2. Employee did not fully recover from the low back strain, as Dr. Levy did not address the effect of the hip injury and altered gait, upon the low back condition.

3. Employee's Review Petition was denied. The work related condition was not expanded to include lumbar radiculopathy and lumbar spondylosis (degeneration). Dr. Sciamanda was rejected.

4. WCJ rejected Dr. Moldovan's opinion employee had reached MMI and denied this Modification petition.

WCJ Reasoning

" According to Dr. Sciamanda's testimony, the claimant is continuing to make progress and he continues to have setbacks at times. Dr. Moldovan's opinion that the claimant is at MMI because [he] is "as good as he is going to get" is not supported by the treatment records". 

Commonwealth Court Reversal 

Employer appealed the denial of the IRE Modification petition.

Employer argued:

a. There was not substantial medical evidence in support of the finding that employee had failed to reach MMI at the time of the IRE (June 2010).
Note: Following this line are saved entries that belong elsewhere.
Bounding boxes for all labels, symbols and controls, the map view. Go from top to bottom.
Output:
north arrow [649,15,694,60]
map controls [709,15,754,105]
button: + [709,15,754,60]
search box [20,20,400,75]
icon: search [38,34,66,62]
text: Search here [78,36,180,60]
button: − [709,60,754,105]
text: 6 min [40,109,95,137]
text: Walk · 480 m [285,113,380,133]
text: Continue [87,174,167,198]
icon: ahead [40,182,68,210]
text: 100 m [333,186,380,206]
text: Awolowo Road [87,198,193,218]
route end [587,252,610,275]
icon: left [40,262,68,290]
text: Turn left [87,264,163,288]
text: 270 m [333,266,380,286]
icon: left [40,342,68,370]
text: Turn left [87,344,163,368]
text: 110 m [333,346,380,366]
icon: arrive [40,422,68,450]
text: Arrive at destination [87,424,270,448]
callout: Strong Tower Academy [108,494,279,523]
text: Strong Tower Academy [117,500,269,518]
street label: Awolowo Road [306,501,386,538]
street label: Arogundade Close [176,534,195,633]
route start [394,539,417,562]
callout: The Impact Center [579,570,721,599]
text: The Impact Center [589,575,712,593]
b. The one phrase by Dr. Sciamanda was speculative and taken out of context.

c. Dr Sciamanda DID NOT opine whether or not employee had reached MMI ... his most recent exam was months before the IRE was performed.

d. Dr. Sciamanda only testified in the defense to the employer argument for recovery and in support of employee's argument to expand the work injury description.

Employee argued, the WCJ assessment of the medical evidence was a credibility determination for the WCJ to decide.

Commonwealth Court Reasoning -

 "... Dr. Sciamanda did not testify on the issue of MMI.
Further, it cannot be inferred from Dr Sciamanda's deposition that employee had not reached MMI on the day Dr. Moldovan examined him". slip opinion page 10.

MMI is a term of art.
The AMA Guides definition was reviewed.
MMI is not the same as "full recovery".

The testimony of Dr. Sciamanda, cited by the WCJ, does not support any finding regarding MMI.
Dr. S last examined employee in February 2010. The IRE was June 2010.

Dr. S was providing palliative care to manage employee's symptoms.
Palliative measures are consistent with a finding of MMI.

Dr. S was treating employee for conditions which the WCJ did not add to the injury description!
Only impairment from the work injury is included in the assessment of MMI and impairment rating.

Dr. Moldovan's exam and testimony were compatible with the AMA Guides description of the MMI term.
Dr. Moldovan presented the only legally competant medical opinion regarding the presence or absence of MMI.

A WCJ may reject controverted competent evidence.
However the WCJ " must identify that evidence and explain adequately the reasons for its rejection.
See: Section 422(a)

For this reason, the order of the WCAB was vacated and the case was remanded back to the WCJ for further findings on this critical issue.  If Dr. Moldovan is to be rejected, there must be an adequate explanation.


PRACTICE POINTERS:

1. When dealing with multiple petitions, with different burdens of proof, take care to outline your litigation plan and identify the evidence which supports each element of your burden of proof. 

2. Similarly, when reviewing your defense to each employee petition. assess the evidence offered in support of each employee petitions and your evidence/argument in opposition. 

3. An essential element in the IRE burden of proof is the employee status as "MMI". We see frequent attacks upon the IRE Modification Petition Remedy, based upon the argument that employee is not at MMI, as his/her condition may improve ... or his/her condition may decline.

4. Have your medical expert testify and explain the MMI definition and provide specific reasons why the claimant is at MMI. 

5. Challenge any employee medical expert evidence offered in "defense" to the IRE Medical expert, which did not conduct an examination in accord with the AMA Guides.